Als diese Episode mit der dadurch hervorgebrachten augenblicklichen Aufregung vorüber war, traten wir langsam abgekühlt, unsern Rückweg zu der Wiese an, es währte aber eine Weile, bis unsere Mestizen wieder auf die Fährte des Grafen kamen. Sie fanden sie endlich und verfolgten sie durch alle ihre Windungen bis zu einer Stelle, wo sie nicht mehr mit Büffelspuren vermischt war, sondern einzeln über die Prairien hin und her, beständig aber in einer vom Lager abgekehrten Richtung dahinlief. Man sah, hier hatte der Graf die Verfolgung der Heerde aufgegeben, hatte versucht, sich ins Lager zurückzufinden, aber bei einbrechender Dunkelheit den Weg verloren und sich in der Lage der Himmelsgegenden völlig geirrt.
Auf diesem ganzen Streifzuge zeigten unsere Mestizen jene Scharfsichtigkeit in Verfolgung einer Spur, wofür die Indier so berühmt sind. Beatte namentlich war fast wie ein ausgelernter Spürhund. Zuweilen trabte er leicht dahin, die Augen an den Boden geheftet, und sah dabei deutlich Eindrücke auf dem Grase, welche ich kaum bei der genauesten Untersuchung bemerkte; zuweilen ritt er ganz sachte und blickte unverwandt zur Erde, wo ich rein nichts mehr sah.

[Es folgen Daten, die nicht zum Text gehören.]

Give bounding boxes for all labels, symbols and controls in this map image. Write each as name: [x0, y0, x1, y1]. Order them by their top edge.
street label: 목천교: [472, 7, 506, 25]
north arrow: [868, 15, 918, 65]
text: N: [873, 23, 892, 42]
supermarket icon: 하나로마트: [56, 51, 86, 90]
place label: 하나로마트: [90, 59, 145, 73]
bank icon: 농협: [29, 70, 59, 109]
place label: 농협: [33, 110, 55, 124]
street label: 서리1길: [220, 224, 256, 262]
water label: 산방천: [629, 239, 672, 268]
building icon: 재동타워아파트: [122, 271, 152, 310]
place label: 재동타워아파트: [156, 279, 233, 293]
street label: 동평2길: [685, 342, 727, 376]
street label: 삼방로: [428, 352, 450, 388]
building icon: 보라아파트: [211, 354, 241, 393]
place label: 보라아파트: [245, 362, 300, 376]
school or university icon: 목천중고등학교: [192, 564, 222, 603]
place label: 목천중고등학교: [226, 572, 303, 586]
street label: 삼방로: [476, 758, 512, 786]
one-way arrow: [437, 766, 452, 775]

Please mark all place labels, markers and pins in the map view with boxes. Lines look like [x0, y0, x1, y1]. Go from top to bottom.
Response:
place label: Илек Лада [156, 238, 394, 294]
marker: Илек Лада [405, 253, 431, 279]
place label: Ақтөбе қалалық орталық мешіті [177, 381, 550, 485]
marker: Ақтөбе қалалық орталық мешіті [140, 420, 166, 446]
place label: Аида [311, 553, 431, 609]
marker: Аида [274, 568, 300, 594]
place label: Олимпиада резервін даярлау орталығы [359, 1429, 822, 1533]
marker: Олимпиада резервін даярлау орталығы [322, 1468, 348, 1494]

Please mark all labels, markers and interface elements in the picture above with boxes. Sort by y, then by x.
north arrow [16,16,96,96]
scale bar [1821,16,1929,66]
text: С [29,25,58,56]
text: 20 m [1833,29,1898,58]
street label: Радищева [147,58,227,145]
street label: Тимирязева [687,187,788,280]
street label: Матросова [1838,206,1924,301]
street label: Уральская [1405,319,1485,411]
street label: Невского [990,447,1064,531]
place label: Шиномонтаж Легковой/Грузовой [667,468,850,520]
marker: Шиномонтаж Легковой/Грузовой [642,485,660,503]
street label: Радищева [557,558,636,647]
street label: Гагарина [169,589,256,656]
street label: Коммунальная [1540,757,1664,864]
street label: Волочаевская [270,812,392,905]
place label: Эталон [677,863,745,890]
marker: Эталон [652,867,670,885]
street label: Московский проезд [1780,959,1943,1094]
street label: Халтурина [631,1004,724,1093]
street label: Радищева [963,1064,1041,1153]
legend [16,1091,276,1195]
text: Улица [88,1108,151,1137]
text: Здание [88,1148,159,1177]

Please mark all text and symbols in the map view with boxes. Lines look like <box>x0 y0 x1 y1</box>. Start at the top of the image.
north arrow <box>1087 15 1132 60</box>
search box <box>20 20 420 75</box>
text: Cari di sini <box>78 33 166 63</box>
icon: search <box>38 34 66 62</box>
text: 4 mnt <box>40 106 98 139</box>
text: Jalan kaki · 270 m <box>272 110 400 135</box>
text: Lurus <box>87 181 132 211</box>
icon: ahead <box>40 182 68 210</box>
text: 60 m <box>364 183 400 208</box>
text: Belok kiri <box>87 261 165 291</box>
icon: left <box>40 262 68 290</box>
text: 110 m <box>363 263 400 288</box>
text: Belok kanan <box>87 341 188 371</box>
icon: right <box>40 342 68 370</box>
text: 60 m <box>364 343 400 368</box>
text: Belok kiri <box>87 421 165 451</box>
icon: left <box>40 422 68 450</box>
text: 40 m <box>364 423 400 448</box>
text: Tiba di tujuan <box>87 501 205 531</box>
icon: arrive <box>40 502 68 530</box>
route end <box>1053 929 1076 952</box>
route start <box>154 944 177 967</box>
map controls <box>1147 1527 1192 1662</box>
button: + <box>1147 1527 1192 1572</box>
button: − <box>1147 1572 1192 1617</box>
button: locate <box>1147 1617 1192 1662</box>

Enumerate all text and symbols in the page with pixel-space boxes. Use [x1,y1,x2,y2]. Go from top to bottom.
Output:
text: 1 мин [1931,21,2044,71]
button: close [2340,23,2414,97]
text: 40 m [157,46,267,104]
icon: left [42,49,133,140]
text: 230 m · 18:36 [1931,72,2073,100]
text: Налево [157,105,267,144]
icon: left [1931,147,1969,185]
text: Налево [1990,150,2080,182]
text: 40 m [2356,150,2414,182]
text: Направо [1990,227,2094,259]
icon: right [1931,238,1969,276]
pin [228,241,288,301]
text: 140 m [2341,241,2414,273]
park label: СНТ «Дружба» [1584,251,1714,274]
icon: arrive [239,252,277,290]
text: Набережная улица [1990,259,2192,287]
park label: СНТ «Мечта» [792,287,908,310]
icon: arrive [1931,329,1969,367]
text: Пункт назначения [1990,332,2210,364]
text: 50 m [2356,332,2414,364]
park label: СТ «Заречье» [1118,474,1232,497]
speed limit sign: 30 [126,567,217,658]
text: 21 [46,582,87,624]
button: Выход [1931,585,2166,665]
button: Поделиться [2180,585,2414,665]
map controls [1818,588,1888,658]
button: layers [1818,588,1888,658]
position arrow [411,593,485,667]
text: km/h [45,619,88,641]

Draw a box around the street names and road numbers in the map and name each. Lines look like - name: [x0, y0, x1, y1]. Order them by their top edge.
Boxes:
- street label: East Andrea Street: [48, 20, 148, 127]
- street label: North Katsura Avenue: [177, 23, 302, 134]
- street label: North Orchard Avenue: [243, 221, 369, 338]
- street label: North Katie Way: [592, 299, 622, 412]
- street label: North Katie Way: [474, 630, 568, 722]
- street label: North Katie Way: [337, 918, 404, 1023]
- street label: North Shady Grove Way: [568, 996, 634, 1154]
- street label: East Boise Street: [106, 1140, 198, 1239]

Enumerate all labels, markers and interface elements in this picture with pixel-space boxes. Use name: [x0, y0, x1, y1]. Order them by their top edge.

Dann stieg er ab, nahm sein Pferd am Zügel, ging, das Gesicht niedergebeugt, Schritt vor Schritt vorsichtig dahin und erhaschte hier und dort eine ganz zufällige, fast ganz unmerkliche Spur, die ihn weiterleitete. Einigemale, wo der Boden fest und Gras dürr war, verlor er die Spur völlig und lief vorwärts und rückwärts, rechts und links, sie wieder zu bekommen, kehrte auch wohl zur Stelle zurück, wo er sie zum letztenmal bemerkt, um eine andere Richtung zu versuchen. Gelang dieß nicht, so sah er am Ufer eines Wassers in der Nähe oder auf dem sandigen Grunde der Schluchten nach, in der Hoffnung, die Stelle zu finden, wo der Graf übergesetzt. Kam er wieder auf die Spur, so stieg er zu Pferd und verfolgte sie weiter. Endlich, nachdem wir über ein Wasser gegangen, in dessen losem Ufer sich die Hufe des Pferdes tief eingedrückt hatten, kamen wir auf eine hohe, dürre Prairie, und hier wurden unsere Mestizen völlig irre. Keine Spur war zu entdecken, obgleich sie ringsum suchten, und Beatte ließ endlich ab und schüttelte sehr bedenklich den Kopf.
In diesem Augenblick brach ein kleiner Rudel Rehe aus einer Schlucht in der Nähe hervor und sprengte auf uns zu. Beatte sprang vom Pferde, schlug seine Büchse an und schoß eines an, aber nur leicht, so daß es nicht stürzte. Gleich nach dem Knall der Büchse hörten wir ein lautes Halloh in einiger Entfernung. Wir blickten umher, sahen aber nichts; ein zweites lautes Halloh, und nicht lange, so kam ein Reiter aus einem Walde hervor. Auf den ersten Blick erkannten wir in ihm den jungen Grafen; der ganze Trupp brach in ein lautes Freudengeschrei aus, und alle sprengten vorwärts, ihn zu begrüßen. Es war für beide Theile ein frohes Wiedersehen, denn wir hatten in Betracht seiner Jugend und Unerfahrenheit sehr bange um ihn gehabt, und er war bei aller seiner Liebe zu Abenteuern herzlich froh, da er sich wieder bei den Seinigen sah.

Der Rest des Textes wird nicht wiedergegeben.